— Тара, каким, по-твоему, должен быть мужчина? — продолжал настаивать он.

Она отвела взгляд в сторону, но ответила:

— Наверное, таким, каким хочет видеть его любая женщина. Уверенным. Целеустремленным. Независимого мышления. С интеллектуальными амбициями. Умеющим рисковать и радоваться жизни.

Димитриос рассмеялся так, как смеялся обычно.

— Моя дорогая Тара. Начну с того, что большинство женщин не ищут в мужчинах этих качеств. А почему в этом перечне отсутствует внешность? — спросил он, но, заметив, что она раздраженно передернула плечами, сменил тон, заговорил более осторожно. — Допустим, некий мужчина обладает всеми этими качествами, но внешне он самый обычный человек?

Она круто повернулась к нему.

— Но тогда я вообще могу его не заметить!

— Да, я знаю, — сказал Димитриос. «Еще как знаю», — подумал он. — Но давай допустим, что ты ищешь не по тем признакам. Ты и по работе знаешь, насколько обманчивой может быть внешность.

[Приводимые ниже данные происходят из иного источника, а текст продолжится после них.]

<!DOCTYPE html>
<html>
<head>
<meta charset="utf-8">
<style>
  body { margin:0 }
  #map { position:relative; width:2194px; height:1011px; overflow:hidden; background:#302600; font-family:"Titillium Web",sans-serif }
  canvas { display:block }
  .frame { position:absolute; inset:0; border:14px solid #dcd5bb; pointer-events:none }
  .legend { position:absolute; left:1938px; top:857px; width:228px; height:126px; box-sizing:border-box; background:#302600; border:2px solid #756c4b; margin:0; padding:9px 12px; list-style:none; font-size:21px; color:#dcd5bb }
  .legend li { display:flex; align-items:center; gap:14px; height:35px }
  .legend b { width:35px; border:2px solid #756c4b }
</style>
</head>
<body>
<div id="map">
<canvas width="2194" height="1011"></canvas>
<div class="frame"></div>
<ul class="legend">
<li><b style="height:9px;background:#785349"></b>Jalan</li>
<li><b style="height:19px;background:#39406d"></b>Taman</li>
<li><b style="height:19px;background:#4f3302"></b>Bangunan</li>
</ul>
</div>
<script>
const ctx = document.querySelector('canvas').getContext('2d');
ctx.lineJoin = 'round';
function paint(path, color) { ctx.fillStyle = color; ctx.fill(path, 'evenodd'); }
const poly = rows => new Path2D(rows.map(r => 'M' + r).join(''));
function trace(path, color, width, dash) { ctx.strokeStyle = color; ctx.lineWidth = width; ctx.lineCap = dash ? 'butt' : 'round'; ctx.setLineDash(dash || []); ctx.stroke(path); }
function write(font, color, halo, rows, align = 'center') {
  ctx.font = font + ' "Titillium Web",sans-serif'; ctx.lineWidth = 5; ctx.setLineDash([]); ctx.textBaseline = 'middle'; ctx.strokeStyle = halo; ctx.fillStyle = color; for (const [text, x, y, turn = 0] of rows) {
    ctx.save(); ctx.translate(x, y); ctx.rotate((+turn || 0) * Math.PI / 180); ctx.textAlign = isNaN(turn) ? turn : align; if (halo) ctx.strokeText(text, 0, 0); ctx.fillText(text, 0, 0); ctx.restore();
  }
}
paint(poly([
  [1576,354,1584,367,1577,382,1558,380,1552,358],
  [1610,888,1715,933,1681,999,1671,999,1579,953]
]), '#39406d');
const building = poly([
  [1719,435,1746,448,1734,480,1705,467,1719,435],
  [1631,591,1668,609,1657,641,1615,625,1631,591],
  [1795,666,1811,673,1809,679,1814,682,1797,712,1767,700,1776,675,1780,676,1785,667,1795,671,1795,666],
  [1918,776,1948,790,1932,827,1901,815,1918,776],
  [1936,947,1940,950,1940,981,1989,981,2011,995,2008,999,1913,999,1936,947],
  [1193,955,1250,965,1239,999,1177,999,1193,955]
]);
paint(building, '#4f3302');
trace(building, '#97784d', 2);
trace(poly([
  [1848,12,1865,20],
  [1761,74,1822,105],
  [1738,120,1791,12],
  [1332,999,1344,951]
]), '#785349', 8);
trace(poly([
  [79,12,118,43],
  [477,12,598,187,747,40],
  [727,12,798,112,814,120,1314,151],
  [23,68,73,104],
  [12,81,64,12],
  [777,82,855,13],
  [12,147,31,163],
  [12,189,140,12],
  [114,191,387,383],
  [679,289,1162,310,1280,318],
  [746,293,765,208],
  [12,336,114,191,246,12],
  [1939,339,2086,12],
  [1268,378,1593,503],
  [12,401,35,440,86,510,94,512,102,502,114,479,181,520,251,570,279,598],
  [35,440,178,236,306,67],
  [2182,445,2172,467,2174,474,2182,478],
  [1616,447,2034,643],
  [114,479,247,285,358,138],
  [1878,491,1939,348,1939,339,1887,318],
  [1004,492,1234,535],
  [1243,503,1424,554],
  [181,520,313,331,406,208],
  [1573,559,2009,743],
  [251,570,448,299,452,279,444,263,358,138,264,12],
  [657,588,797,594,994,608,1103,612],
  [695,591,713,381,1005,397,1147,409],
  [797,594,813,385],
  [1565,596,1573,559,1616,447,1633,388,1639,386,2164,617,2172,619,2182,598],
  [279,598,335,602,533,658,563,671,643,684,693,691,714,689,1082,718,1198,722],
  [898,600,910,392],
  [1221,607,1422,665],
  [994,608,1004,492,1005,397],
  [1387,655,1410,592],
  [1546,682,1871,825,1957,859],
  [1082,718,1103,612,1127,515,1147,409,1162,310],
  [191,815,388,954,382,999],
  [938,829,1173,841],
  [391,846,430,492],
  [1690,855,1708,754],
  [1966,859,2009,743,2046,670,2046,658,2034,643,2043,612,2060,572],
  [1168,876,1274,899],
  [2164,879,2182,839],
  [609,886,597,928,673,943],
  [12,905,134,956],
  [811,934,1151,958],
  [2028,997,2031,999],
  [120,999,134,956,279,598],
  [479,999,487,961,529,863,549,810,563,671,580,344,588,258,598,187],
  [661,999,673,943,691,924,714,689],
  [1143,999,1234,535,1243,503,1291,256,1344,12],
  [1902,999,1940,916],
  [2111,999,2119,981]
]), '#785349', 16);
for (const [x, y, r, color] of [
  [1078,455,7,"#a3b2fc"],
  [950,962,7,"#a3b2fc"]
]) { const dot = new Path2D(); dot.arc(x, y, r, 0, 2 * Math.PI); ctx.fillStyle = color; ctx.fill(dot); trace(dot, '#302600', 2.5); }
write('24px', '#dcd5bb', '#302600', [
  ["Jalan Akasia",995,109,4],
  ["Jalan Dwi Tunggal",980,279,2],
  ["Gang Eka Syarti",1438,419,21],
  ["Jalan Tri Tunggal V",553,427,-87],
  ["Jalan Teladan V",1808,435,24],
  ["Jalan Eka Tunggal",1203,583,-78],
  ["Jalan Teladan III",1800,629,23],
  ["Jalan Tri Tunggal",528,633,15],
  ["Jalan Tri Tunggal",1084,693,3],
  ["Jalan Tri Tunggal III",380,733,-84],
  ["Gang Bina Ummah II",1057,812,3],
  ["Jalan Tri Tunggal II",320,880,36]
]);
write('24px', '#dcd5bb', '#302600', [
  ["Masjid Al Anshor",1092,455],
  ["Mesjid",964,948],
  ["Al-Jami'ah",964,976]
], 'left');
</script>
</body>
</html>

— Нет, — решительно возразила Тара. — На этот раз я не ошибаюсь. Ты слышал, как он говорит о древних цивилизациях. Он много знает и в моей области. У нас столько общего!

На секунду Димитриосу захотелось закатить ей пощечину. Столько общего? С этим насквозь фальшивым типом? Ужаснувшись своему порыву, он быстро сунул портфель под мышку и заставил себя успокоиться. Затем подошел к Таре и поцеловал ее в лоб, как было у них принято.

— Не спеши, дорогая, — только и проговорил он, ничего другого не придумав. Разве он мог сказать: вообще остановись, ты же знаешь, что принадлежишь мне? — Пожалуйста, Тара!

Она удивленно смотрела на него.

Он высказал свои тайные мысли вслух!

— Забудь о римлянах, — запинаясь, произнес он, пытаясь скрыть свое замешательство. — Думай только о своем атлете. — Он направился к выходу. — И постарайся отдохнуть.

Когда дверь за Димитриосом закрылась, Тара устало опустилась к подножию статуи. Было жарко. «Все разумные люди в это время обретаются на островах», — подумала она. А они так рано вернулись в Афины: экспедиция истратила все деньги, отведенные на сезон, и теперь придется ждать следующего лета, чтобы продолжить работу в том замечательном месте. Она пребывала в отвратительном настроении, ей казалось, до следующего лета еще сто лет. Она расстегнула блузку, позволив ей распахнуться, сняла сандалии и снова прислонилась к мраморной статуе. Сквозь тонкую блузку она холодила спину и уже не казалась живой. Пот, как слезы, стекал по лицу Тары. Она сердито вытерла щеки. Почему она так резко разговаривала с Димитриосом? Даже швырнула книгу на стол. Что он такое в ней затронул, что поднял из глубины души? Страх? Страх чего? Что она никогда не встретит мужчину, который полностью удовлетворит ее? Вину? По какому поводу? За свои тридцать два года она мало любила, а когда такое случалось, выбор был не так уж плох, просто в конечном итоге ее потребности оказывались неудовлетворенными. Нет, вина тут ни при чем.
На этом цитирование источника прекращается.